* **What is needed**: Exclude the pictures from your copy, and reproduce each entry below verbatim.

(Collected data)
------------

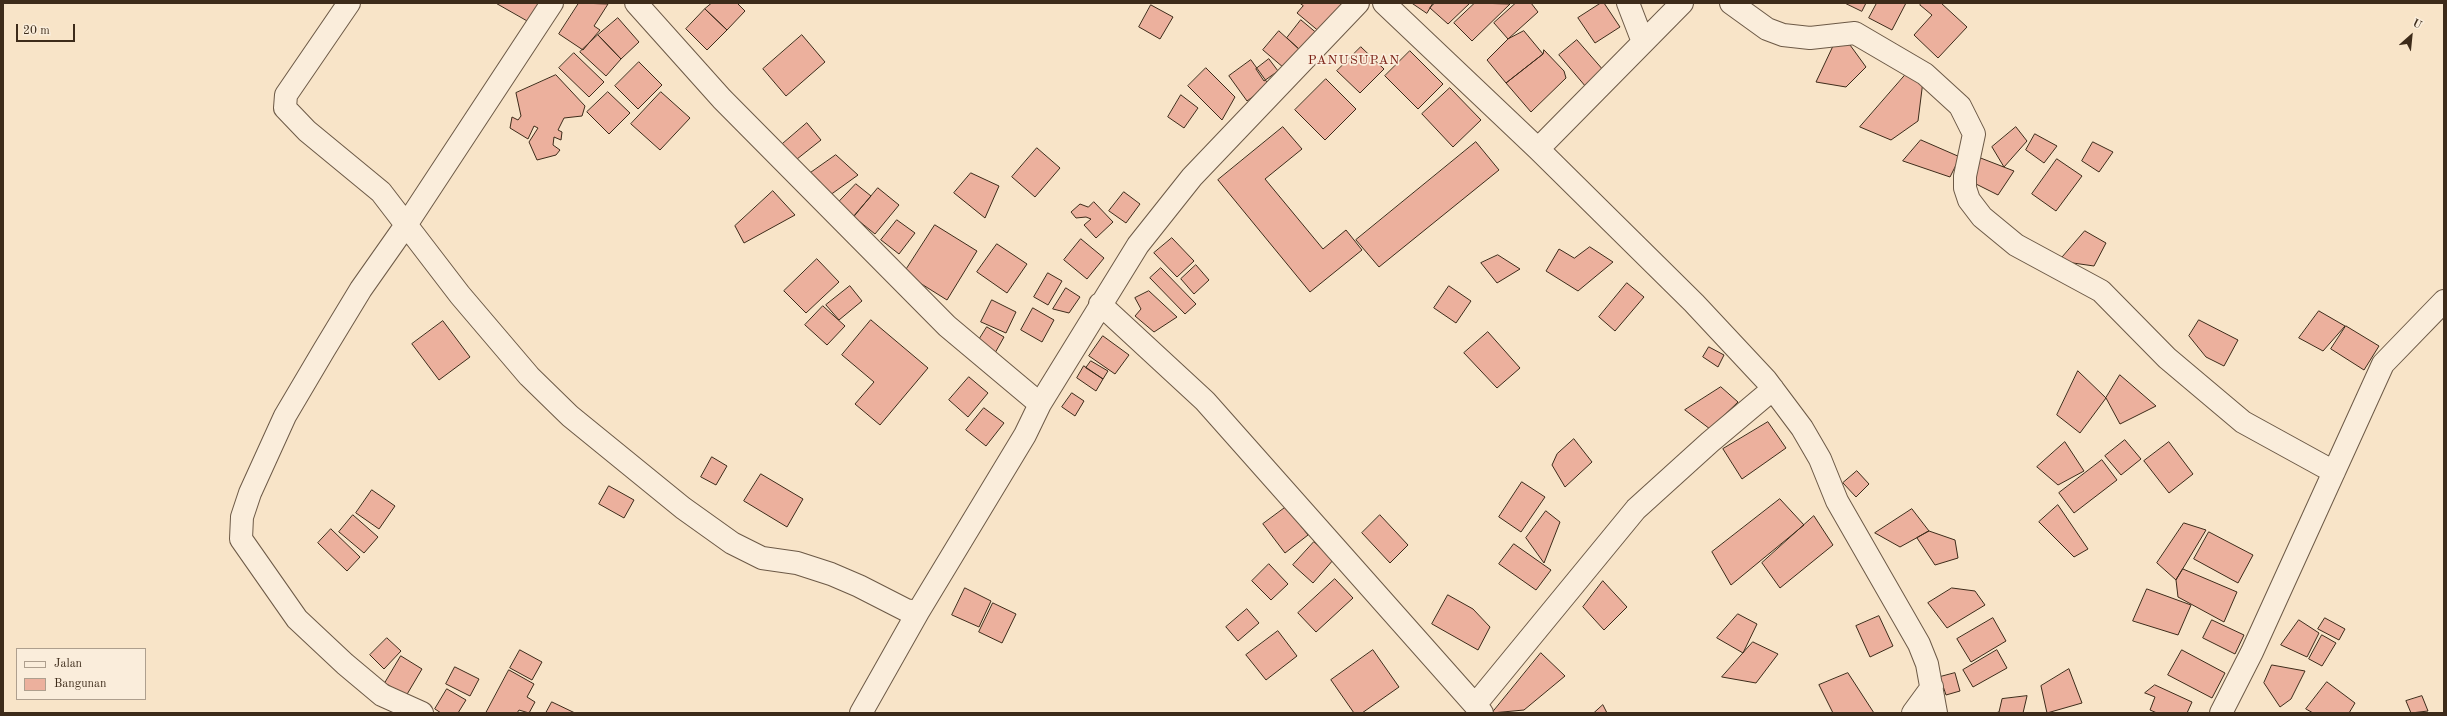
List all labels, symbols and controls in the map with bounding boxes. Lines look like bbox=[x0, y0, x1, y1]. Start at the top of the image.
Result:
scale bar bbox=[18, 16, 77, 42]
north arrow bbox=[2391, 16, 2431, 56]
text: U bbox=[2410, 18, 2423, 32]
text: 20 m bbox=[23, 25, 50, 37]
district label: PANUSUPAN bbox=[1308, 53, 1400, 69]
legend bbox=[16, 648, 146, 700]
text: Jalan bbox=[54, 658, 82, 670]
text: Bangunan bbox=[54, 678, 106, 690]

------------

* **Solved exercise**:
List all labels, symbols and controls in the map with bounding boxes. Lines look like bbox=[x0, y0, x1, y1]. Start at the top of the image.
Result:
scale bar bbox=[18, 16, 77, 42]
north arrow bbox=[2391, 16, 2431, 56]
text: U bbox=[2410, 18, 2423, 32]
text: 20 m bbox=[23, 25, 50, 37]
district label: PANUSUPAN bbox=[1308, 53, 1400, 69]
legend bbox=[16, 648, 146, 700]
text: Jalan bbox=[54, 658, 82, 670]
text: Bangunan bbox=[54, 678, 106, 690]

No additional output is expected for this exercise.